Adeílson olha o relógio, anda de sala em sala distribuindo gratuitamente o agudo dos dias. Uma agulha que perfura a alma. Não de todas. Pelo menos a minha. Lá de cima, o cheiro das lágrimas... E lágrimas têm cheiro? Eu as sinto, pelo menos enquanto palavra. Sou ruim de lástimas. Há quem seja bom em criar problemas onde não existem; há aqueles maleáveis, talvez mais experimentados pelas dores da vida, que se fazem compreender pois também já foram incompreendidos. Aqueles são os melhores produtores de lágrimas.
A ideia é alimentar o vazio (Parmênides).
Demorei para entender isso. Doutor Parmênides tinha o seu lado poeta, embora não o aceitasse. Dizia que poeta é ser grande, mas pouco valorizado. “O vazio é a inércia dos pensamentos”. Ainda dava exemplo: a palavra atinge quem lhe dá conforto e guarida. Quem rejeita sua entrada mata a palavra, que ali mesmo cai ao chão e deixa de ter vida.
Esse é o exercício do vazio.
São quatro horas.
E as reflexões me atravessaram.
O medicamento tem essas coisas de foco extremo: alimenta e trata o que vem à cabeça.
Voltando a mim, os passos, em desarmonia com o relógio e o seu compasso. Gosto de dar voz aos ritmos. Também reconheço as pessoas pelos passos. O barulho e os tons das pisadas me são reconhecidos. Cada um tem um jeito próprio de se movimentar, calçados próprios, a preferência de se calçar. Outros trazem junto com os passos os sons das correntes, das chaves penduradas ao cinto, do couro macio que se adere a cada tipo de piso.
Não precisa ser músico pra entender isso.
Lá vinha Adeílson, eu sabia. Era ele. O passo pouco cadenciado produzia o som de uma ansiedade que lhe era desconhecida. Lá vinha...Lá vinha...
— São quatro horas! Você não produziu nada! Comunicarei o diretor! Tome nota!
Não dei muita atenção. Não por insubordinação, coisa de que sou incapaz, mas mais por uma desconexão natural. Foquei-me nos sons; atribuo mais importância a isso. Os sons também têm suas palavras. Em outros tempos, talvez me aborrecesse, mas eu cumpro minhas funções. Do meu jeito, é claro. Não minto. Mas também não imito. No máximo, crio... inverdades — mas como são criadas, ganham vida, e passam a viver sua própria realidade.
Uma pausa.
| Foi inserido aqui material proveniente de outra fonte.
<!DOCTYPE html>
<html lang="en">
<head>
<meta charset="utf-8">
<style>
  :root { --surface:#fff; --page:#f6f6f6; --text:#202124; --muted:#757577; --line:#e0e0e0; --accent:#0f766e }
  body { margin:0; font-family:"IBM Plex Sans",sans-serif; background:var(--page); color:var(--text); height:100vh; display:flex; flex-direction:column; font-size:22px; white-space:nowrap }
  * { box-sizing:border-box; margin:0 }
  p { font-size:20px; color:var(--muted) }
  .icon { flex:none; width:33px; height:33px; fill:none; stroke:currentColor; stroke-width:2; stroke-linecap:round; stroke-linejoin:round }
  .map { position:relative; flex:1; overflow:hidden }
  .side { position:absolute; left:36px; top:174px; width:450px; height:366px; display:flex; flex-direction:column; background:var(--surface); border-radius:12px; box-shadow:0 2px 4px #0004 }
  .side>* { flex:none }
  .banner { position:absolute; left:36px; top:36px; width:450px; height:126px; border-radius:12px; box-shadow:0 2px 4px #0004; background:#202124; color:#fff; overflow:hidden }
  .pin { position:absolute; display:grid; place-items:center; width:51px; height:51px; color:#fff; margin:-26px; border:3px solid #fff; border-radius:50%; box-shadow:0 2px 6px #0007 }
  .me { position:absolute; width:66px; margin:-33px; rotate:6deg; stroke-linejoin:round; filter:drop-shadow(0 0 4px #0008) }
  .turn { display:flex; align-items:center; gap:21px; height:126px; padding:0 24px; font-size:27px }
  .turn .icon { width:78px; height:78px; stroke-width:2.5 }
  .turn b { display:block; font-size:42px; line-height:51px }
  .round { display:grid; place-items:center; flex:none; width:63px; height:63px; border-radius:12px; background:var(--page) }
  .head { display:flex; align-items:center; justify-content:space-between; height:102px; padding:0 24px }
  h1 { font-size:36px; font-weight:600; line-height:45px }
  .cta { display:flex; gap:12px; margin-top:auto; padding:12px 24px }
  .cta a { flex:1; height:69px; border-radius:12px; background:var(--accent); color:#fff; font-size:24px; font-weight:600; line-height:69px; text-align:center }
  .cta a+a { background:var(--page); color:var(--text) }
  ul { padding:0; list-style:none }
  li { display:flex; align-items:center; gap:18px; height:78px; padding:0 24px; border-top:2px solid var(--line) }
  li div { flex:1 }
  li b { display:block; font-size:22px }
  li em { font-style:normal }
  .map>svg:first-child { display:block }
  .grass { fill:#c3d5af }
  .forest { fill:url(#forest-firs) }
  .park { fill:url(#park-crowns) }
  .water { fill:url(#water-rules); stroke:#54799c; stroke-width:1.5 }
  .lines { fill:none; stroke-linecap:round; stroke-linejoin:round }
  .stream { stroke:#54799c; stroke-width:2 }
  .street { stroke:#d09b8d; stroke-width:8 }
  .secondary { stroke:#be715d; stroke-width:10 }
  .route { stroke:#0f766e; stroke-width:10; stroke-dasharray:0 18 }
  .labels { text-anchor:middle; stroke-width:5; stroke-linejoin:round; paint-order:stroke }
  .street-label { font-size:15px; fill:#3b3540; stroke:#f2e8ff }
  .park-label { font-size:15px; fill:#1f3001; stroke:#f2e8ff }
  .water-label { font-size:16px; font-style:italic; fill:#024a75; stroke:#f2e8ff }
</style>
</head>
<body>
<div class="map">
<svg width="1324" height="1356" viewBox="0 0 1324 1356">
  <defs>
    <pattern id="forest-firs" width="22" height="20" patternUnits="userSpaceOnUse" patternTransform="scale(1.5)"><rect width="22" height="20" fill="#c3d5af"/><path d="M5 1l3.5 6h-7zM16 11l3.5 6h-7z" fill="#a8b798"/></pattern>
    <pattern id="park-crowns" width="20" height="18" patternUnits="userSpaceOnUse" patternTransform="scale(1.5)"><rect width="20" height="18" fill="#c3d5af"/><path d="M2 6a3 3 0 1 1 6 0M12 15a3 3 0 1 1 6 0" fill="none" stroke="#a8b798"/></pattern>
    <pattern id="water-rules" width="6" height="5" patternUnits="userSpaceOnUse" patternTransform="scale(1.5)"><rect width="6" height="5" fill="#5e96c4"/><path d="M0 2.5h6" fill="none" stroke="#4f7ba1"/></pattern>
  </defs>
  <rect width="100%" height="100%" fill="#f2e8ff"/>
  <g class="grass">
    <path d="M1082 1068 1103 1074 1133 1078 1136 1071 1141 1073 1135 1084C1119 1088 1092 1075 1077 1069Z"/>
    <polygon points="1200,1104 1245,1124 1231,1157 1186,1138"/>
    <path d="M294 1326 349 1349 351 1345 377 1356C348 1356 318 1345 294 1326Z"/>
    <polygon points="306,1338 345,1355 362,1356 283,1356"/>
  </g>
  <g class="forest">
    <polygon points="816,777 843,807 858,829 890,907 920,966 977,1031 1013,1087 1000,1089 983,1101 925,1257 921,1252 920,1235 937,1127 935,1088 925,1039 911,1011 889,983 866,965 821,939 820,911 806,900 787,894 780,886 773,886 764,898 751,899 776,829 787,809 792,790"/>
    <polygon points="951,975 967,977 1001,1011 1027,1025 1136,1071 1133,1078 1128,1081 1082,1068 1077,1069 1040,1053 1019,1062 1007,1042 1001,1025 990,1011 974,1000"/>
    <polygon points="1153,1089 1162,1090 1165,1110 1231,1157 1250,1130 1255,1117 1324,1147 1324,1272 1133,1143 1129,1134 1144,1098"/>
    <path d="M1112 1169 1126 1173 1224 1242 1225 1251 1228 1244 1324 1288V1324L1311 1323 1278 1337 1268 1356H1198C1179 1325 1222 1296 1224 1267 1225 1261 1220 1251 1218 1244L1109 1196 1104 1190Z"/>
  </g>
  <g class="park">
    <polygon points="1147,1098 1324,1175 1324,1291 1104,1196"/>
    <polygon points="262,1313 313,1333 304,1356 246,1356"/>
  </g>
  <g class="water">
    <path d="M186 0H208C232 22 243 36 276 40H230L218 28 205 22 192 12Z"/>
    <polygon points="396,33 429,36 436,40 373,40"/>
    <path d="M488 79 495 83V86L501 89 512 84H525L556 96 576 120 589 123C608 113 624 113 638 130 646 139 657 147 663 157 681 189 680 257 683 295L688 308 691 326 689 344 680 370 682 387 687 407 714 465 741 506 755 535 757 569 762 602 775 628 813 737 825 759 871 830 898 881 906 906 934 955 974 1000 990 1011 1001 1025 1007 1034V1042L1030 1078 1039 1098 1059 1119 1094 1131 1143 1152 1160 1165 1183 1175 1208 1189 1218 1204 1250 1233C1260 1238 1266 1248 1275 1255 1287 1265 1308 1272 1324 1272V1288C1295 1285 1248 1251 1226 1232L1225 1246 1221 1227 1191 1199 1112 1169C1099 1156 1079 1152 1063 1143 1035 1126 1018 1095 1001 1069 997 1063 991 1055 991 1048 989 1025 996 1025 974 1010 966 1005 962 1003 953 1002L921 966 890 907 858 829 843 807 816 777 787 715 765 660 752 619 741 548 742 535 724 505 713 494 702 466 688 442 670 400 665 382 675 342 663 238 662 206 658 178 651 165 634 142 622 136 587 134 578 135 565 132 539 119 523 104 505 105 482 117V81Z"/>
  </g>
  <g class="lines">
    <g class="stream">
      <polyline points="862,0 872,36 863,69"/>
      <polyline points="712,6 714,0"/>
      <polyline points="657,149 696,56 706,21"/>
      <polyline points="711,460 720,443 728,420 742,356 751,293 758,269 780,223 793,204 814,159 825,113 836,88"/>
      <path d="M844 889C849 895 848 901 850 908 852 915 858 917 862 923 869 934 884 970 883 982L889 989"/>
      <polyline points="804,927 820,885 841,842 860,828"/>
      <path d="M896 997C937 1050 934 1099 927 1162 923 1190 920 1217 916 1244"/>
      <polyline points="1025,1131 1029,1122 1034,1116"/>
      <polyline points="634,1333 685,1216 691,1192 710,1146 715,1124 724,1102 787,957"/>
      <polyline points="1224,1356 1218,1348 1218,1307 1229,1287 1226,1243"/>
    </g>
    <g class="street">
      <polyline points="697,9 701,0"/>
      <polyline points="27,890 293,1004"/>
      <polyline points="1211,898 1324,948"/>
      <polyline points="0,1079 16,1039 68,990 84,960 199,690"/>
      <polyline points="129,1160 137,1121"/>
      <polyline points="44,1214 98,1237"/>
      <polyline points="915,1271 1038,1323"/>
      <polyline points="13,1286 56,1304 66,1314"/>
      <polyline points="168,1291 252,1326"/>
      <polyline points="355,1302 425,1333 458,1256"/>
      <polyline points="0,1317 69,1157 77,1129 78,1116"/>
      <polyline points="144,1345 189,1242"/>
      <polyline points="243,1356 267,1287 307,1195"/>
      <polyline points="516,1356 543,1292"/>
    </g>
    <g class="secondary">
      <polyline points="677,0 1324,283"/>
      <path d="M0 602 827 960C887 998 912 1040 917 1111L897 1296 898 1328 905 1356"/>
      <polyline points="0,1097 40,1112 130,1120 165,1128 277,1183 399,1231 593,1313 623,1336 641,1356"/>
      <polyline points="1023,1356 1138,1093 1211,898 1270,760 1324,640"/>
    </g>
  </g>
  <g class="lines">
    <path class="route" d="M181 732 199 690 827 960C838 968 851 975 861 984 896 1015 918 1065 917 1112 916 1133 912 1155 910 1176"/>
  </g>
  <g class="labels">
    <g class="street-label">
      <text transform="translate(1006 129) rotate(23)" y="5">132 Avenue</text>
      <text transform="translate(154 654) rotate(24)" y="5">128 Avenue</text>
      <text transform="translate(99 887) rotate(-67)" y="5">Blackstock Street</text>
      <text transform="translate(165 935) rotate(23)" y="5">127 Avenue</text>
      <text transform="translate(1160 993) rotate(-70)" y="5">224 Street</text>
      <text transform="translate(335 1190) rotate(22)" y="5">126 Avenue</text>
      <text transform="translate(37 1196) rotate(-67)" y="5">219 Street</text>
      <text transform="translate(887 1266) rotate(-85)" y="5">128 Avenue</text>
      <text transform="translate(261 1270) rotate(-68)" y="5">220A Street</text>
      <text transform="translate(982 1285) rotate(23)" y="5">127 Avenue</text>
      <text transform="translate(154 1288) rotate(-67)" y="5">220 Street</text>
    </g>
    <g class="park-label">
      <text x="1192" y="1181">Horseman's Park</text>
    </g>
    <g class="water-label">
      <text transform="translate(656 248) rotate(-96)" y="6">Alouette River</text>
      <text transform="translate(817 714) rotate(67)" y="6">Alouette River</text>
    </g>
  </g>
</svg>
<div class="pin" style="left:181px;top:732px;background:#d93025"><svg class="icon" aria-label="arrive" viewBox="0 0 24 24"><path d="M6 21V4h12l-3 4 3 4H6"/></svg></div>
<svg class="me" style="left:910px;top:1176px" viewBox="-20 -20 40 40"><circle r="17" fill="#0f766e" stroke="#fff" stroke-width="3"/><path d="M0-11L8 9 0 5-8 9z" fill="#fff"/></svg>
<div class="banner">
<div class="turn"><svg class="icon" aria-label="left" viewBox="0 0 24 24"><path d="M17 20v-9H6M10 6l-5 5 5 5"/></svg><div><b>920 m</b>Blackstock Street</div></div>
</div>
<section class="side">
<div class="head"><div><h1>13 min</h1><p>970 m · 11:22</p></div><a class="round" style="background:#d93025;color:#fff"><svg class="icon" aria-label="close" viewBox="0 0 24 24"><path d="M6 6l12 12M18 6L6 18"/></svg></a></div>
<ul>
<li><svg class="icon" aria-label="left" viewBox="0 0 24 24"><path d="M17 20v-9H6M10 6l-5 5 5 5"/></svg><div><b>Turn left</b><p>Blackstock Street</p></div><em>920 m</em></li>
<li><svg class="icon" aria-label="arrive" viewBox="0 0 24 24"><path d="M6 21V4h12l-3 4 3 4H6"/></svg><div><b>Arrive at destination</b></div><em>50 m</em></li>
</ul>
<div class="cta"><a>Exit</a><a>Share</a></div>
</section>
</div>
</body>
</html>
Um café amargo. Amargado por quem o fez, não por culpa, mas por mera opção — ou melhor, por mera condição de quem enxerga no amargo a essência de assim o ser. Conversas vêm e vão, amarradas à norma e à convenção de não dizer o que possa ser aquém ou além da norma. O dinheiro era assunto outra vez. Ouço mais do que falo.
No máximo, e quando oportuno, lanço uns trocadilhos, para que não fiquem presos a mim. As ideias têm asas. Devem voar: voem desgraças!
O silêncio, enfim, chegava.
— Cadê o chefe? — ouvia-se no saguão.
— Foi almoçar, não sei se volta.
Doutor Parmênides dizia que chefe também era só mais uma palavra.
E não voltou. Dizem que os deuses o favoreciam. Vai ver, devia ser o deus-relógio que algumas exceções lhe concedia.
Fim de expediente.
Só restavam algumas palavras, daquelas poucas, que chamam o dever cumprido.
Sete horas. O relógio tocava.
Acordava! Era sonho? Esquisito. O gosto de boca amarga.
O que foi isso?
Que salada!
A verdade é que o dia mal começara.
Segunda-feira.
Acho que o desacato de um narrador me sonhava. Narrador-personagem? Sinceramente, eu não sei.
Vai ver foi a repetição de teorias que estudava.
Tomei banho. Me arrumei.
Sobre a mesa, uma máscara: ao trabalho!